Se la casa familiare è:

  • di proprietà piena del coniuge non collocatario prevalente, ovvero è,
  • in comproprietà con l’altro, qualunque sia la misura delle quote o è
  • in comodato al coniuge non collocatario prevalente della prole, il  giudice  (o  la  coppia  stessa  nella  procedura  consensuale)  costituisce  un  diritto  di  assegnazione  art.lo  337 sexies   c.c.   della   casa   coniugale   a   favore   del   coniuge   presso   il   quale   la   prole   (anche   maggiorenne   ma   non economicamente indipendente) è collocata prevalentemente.
  • Il  diritto  di  assegnazione  consente  al  titolare  di  tale  diritto  (c.d.  assegnatario)  di  vivere  gratuitamente  nella casa  coniugale,  senza  pagare  niente  all’altro  coniuge  anche  se  la  casa  fosse  interamente  di  proprietà  di  questi  e negli altri casi sopra esposti. (L’assegnatario dovrà pagare solo i servizi che consuma: condominio, luce, gas etc.).

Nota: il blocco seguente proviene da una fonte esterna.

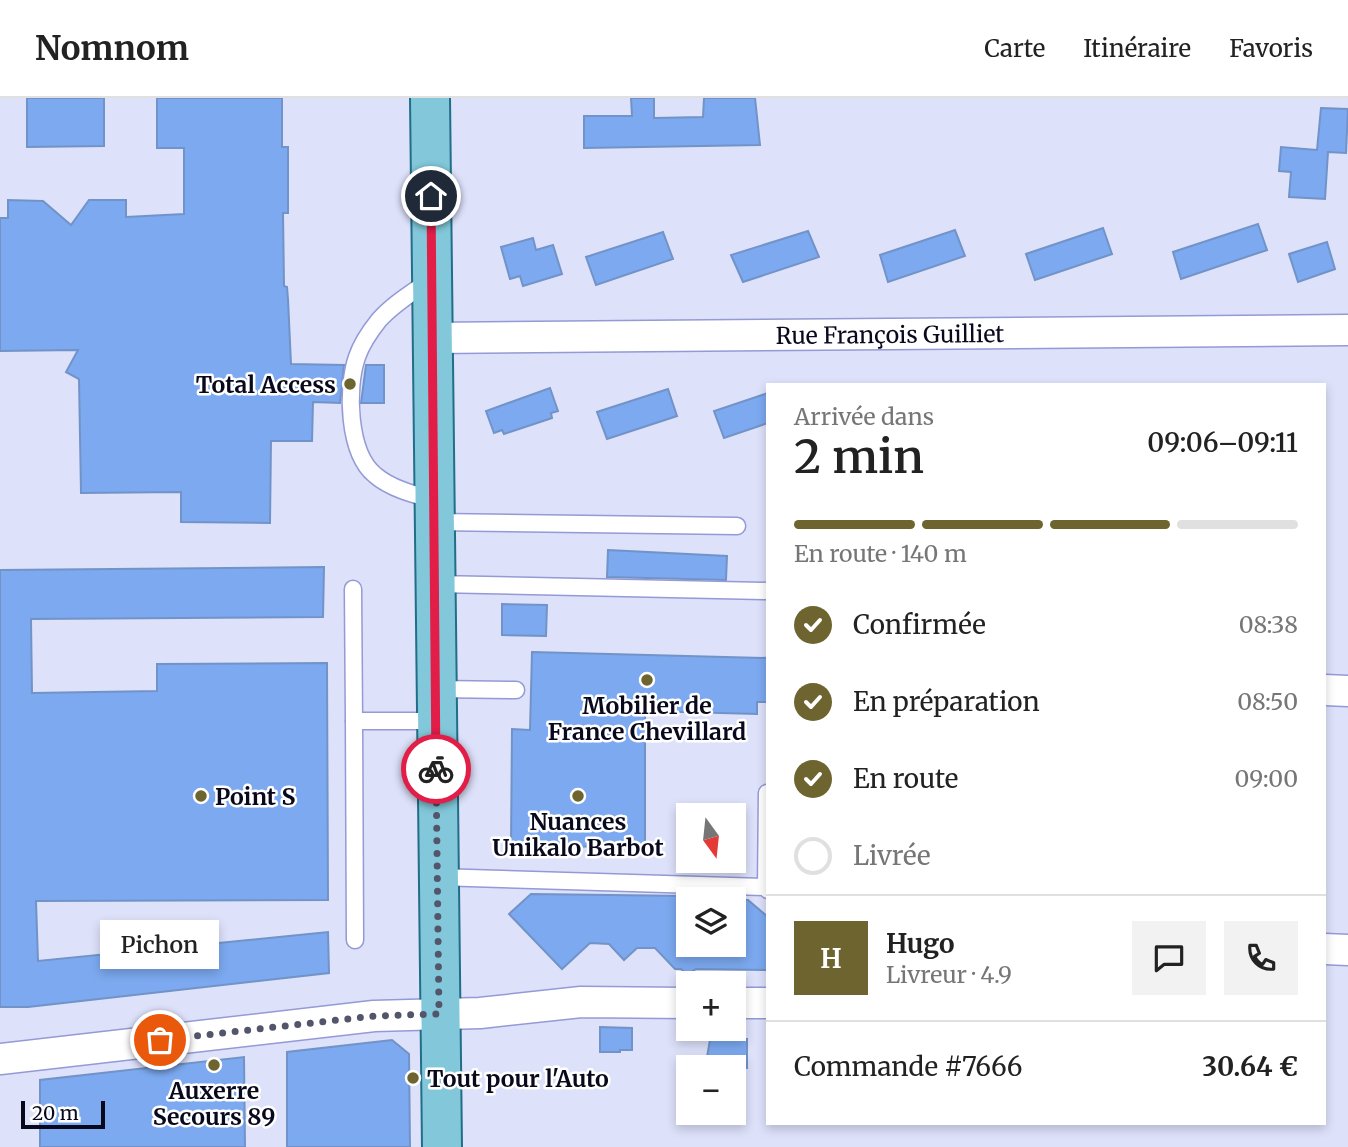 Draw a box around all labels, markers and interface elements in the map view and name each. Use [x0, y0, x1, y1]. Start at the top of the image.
text: Nomnom [35, 28, 189, 69]
text: Carte [984, 33, 1045, 64]
text: Itinéraire [1083, 33, 1191, 64]
text: Favoris [1229, 33, 1313, 64]
pin [401, 166, 461, 226]
icon: home [412, 177, 450, 215]
street label: Rue François Guilliet [776, 319, 1004, 350]
place label: Total Access [196, 370, 336, 399]
marker: Total Access [342, 376, 358, 392]
text: Arrivée dans [794, 402, 934, 431]
text: 09:06–09:11 [1147, 426, 1298, 459]
text: 2 min [794, 428, 924, 486]
text: En route · 140 m [794, 539, 967, 568]
icon: check [794, 606, 832, 644]
text: Confirmée [853, 608, 986, 641]
text: 08:38 [1239, 610, 1298, 639]
marker: Mobilier de France Chevillard [639, 672, 655, 688]
icon: check [794, 683, 832, 721]
text: En préparation [853, 685, 1040, 718]
text: 08:50 [1237, 687, 1298, 716]
place label: Mobilier de France Chevillard [548, 691, 746, 746]
courier [401, 734, 471, 804]
icon: bike [417, 750, 455, 788]
icon: check [794, 760, 832, 798]
text: En route [853, 762, 958, 795]
text: 09:00 [1235, 764, 1298, 793]
place label: Point S [215, 782, 296, 811]
marker: Point S [193, 788, 209, 804]
marker: Nuances Unikalo Barbot [570, 788, 586, 804]
north arrow [676, 803, 746, 873]
map controls [676, 803, 746, 1125]
place label: Nuances Unikalo Barbot [492, 807, 664, 862]
text: Livrée [853, 839, 931, 872]
button: layers [676, 887, 746, 957]
callout: Pichon [100, 921, 220, 970]
button: chat [1132, 921, 1206, 995]
button: phone [1224, 921, 1298, 995]
text: Hugo [886, 927, 955, 960]
text: Pichon [121, 930, 198, 959]
text: H [820, 942, 842, 975]
text: Livreur · 4.9 [886, 960, 1012, 989]
button: + [676, 971, 746, 1041]
pin [130, 1010, 190, 1070]
icon: bag [141, 1021, 179, 1059]
text: Commande #7666 [794, 1050, 1022, 1083]
text: 30.64 € [1202, 1050, 1298, 1083]
button: − [676, 1055, 746, 1125]
marker: Auxerre Secours 89 [206, 1057, 222, 1073]
place label: Tout pour l'Auto [427, 1064, 609, 1093]
marker: Tout pour l'Auto [405, 1070, 421, 1086]
place label: Auxerre Secours 89 [153, 1076, 275, 1131]
scale bar [21, 1098, 105, 1130]
text: 20 m [32, 1101, 79, 1125]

  • Il  diritto  dell’assegnatario  è  esclusivo:  se  il  coniuge  proprietario  della  casa  familiare  entra  in  detta  casa dopo   l’assegnazione   della   stessa   all’altro   coniuge   contro   la   volontà   di   quest’ultimo,   commette   il   reato   di violazione di domicilio.Se la casa familiare è: 4) in locazione al coniuge non collocatario prevalente della prole,se  cioè  la  casa  familiare  era  detenuta,  prima  della  separazione,  in  ragione  di  un  contratto  di  locazione stipulato  dal  coniuge  non  assegnatario,    l’assegnatario  subentra  ope  legis  nel  contratto  di  locazione.  Pertanto l’assegnatario  potrà  vivere  in  quella  casa  pagando  il  canone  al  terzo  proprietario,  mentre  l’altro  coniuge  che aveva stipulato il contratto di locazione prima della separazione, dovrà lasciare l’immobile.